Malware analysis can be divided into two primary types:
Static Analysis:
Examining the malware without executing it. Analysts look at the code, file structure, and other characteristics to gather clues about its functionality. Tools like disassemblers, decompilers, and hex editors are often used in this process. Note : Basic static analysis does not require that the code is actually run. Instead, static analysis examines the file for signs of malicious intent. It can be useful to identify malicious infrastructure, libraries or packed files.
Dynamic Analysis:
Observing the malware's behavior in a controlled environment, like a virtual machine or sandbox, to see how it interacts with the system in real-time. This helps analysts understand the malware's actions, network connections, and any files or registry entries it modifies. Note: The challenge with dynamic analysis is that adversaries are smart , and they know sandboxes are out there, so they have become very good at detecting them. To deceive a sandbox, adversaries hide code inside them that may remain dormant until certain conditions are met. Only then does the code run.
**
. CASE SCENERIO:
**
An employee, Sarah, from the finance department of XYZ Corporation, received an email with the subject line "Quarterly Financial Review". Attached to the email was a file named "financials.xls". Believing the file contained important data, Sarah opened it. However, she noticed something unusual: the file briefly displayed blank cells before closing itself automatically.
Feeling suspicious, Sarah immediately contacted the IT team, who were tasked with investigating the file for potential malicious intent.
- STATIC ANALYSIS:
TridNet: is a tool used to identify file types based on their binary signatures, not just their file extensions.
TridNet identified the Excel .xml file as an executable, providing a key clue that the file was compressed using UPX.
- HXD Analysis: Hex Editor Allows you to view the raw binary data of a file, grouped into bytes and displayed in hexadecimal format. This is useful for seeing exactly what a file contains.
HxD: Opening the file in HxD, I observed a file signature starting with 4D 5A 90 00, which is commonly known as the "MZ" signature. This signature is a strong indicator that the file is a Windows executable (EXE) rather than a PDF. To confirm this, I’ll use the website file signature to look up the hex pattern and verify its classification.
Hashcalc: Hash values play a critical role in investigations because they provide a unique identifier for files, making it easy to track and verify them without directly interacting with potentially dangerous contents.
Time to get the hash and upload it, but I learned some organizations use their own tools like VirusTotal so threat actors don’t know they’ve been discovered. This is new to me.
I’ll scan the MD5 hash on VirusTotal since I don’t have access to private scanning tools, lol.
I can see 56 vendors have already flagged this file as malicious, so it’s clearly a well-known malicious document
- Header Analysis:
CFF Explorer: CFF Explorer is a versatile tool designed for examining and editing Portable Executable (PE) files, the standard format for executables in Windows. It offers detailed insights into various aspects of PE files, including headers, sections, imports, exports, and resources.

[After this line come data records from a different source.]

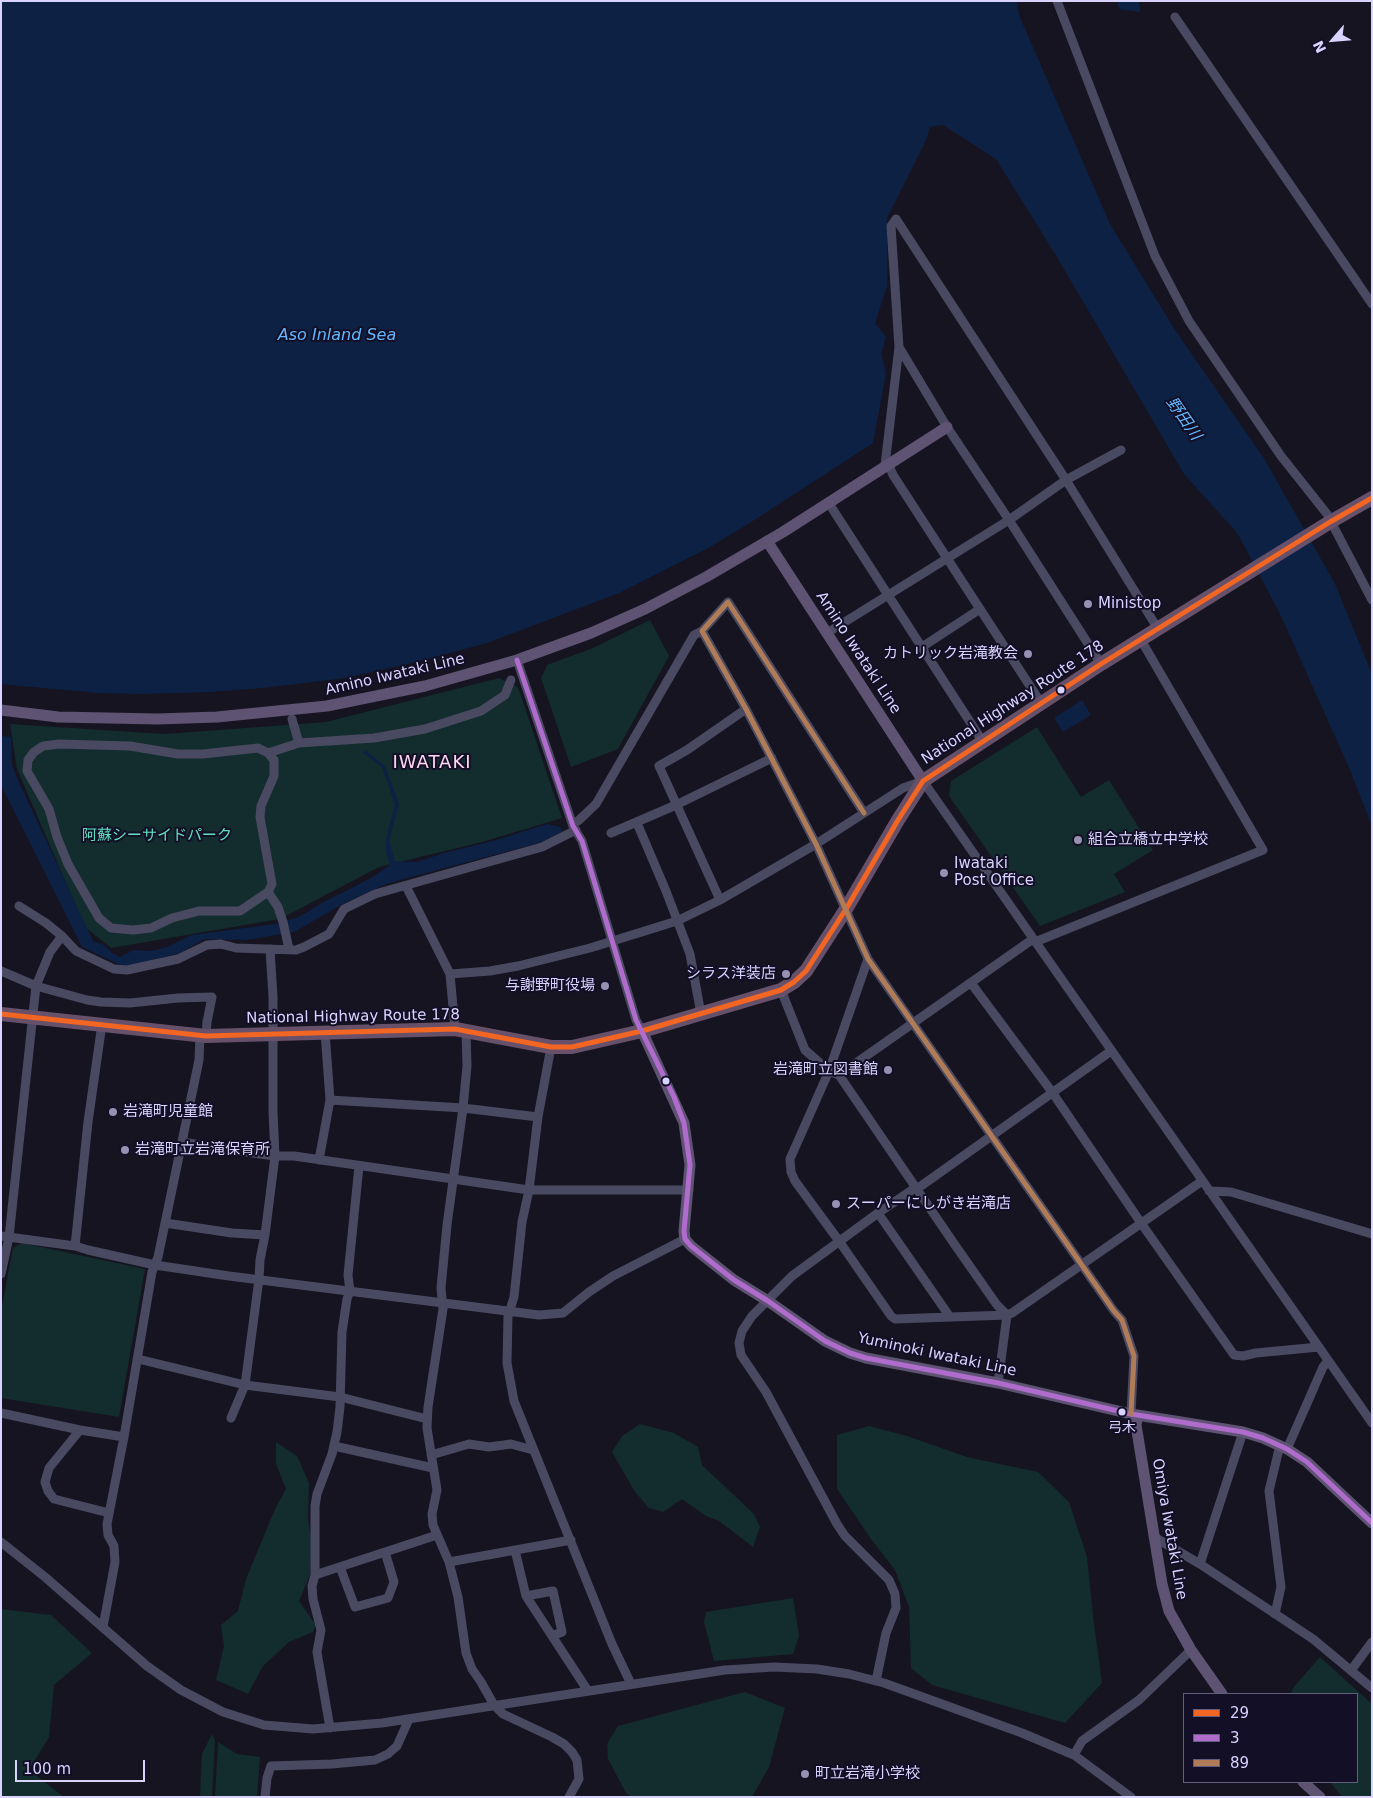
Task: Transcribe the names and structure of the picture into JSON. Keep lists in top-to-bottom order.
{
  "streets": {
    "highway": ["National Highway Route 178"],
    "main road": ["Amino Iwataki Line", "Yuminoki Iwataki Line", "Omiya Iwataki Line"]
  },
  "crossings": [
    ["Amino Iwataki Line", "National Highway Route 178"],
    ["Yuminoki Iwataki Line", "Omiya Iwataki Line"]
  ],
  "districts": ["IWATAKI"],
  "water": ["Aso Inland Sea", "野田川"],
  "parks": ["阿蘇シーサイドパーク"],
  "places": [
    "Ministop",
    "カトリック岩滝教会",
    "組合立橋立中学校",
    "Iwataki Post Office",
    "シラス洋装店",
    "与謝野町役場",
    "岩滝町立図書館",
    "岩滝町児童館",
    "岩滝町立岩滝保育所",
    "スーパーにしがき岩滝店",
    "弓木",
    "町立岩滝小学校"
  ],
  "lines": ["transit line 29", "transit line 89", "transit line 3"],
  "legend": ["29", "3", "89"],
  "scale_bar": "100 m",
  "north": "bottom left"
}
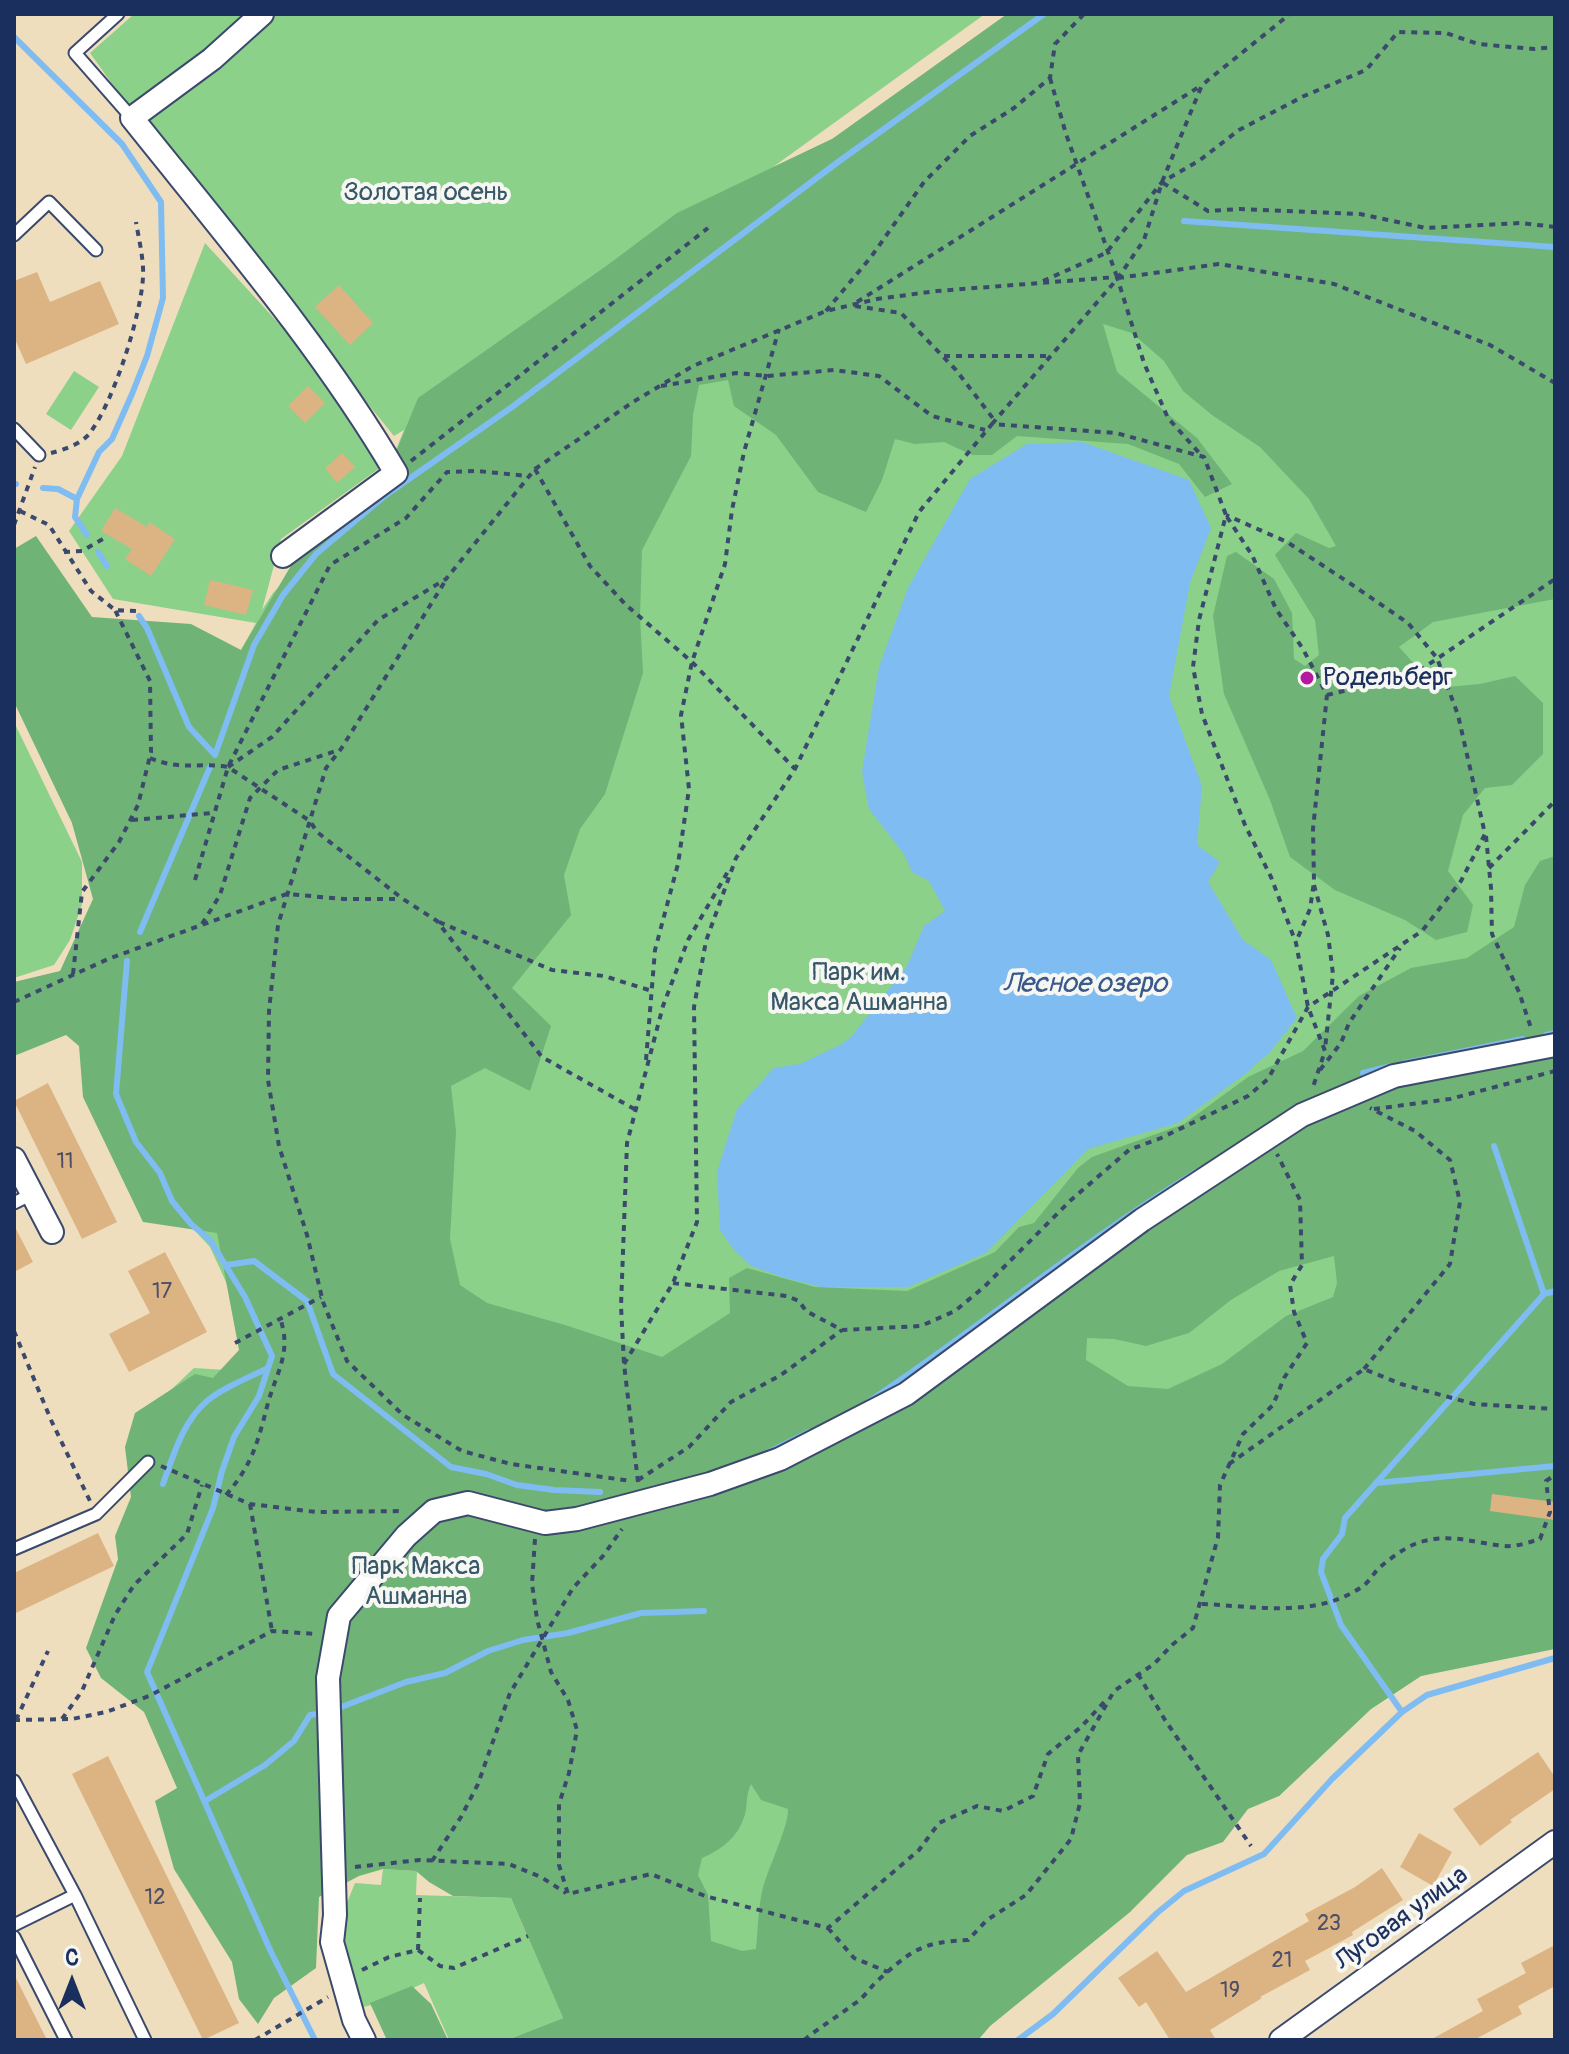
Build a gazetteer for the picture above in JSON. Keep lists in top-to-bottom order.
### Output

Key Observations: 2.file type : 32-bit Portable Executable (PE)
file info: UPX 2.90 [LZMA] (Delphi stub) -> Markus Oberhumer, Laszlo Molnar ...
- PE Size : The file size is small (42.50 KB), which is typical of packed files.
OPTIONAL HEADER ANALYSIS:
This confirms that it’s a packed file. UPX is a packer used to compress files, making them harder to analyze.
- Images Based :
The Image Base is a critical field in the Optional Header of a PE file. It specifies the preferred virtual memory address where the operating system should load the file.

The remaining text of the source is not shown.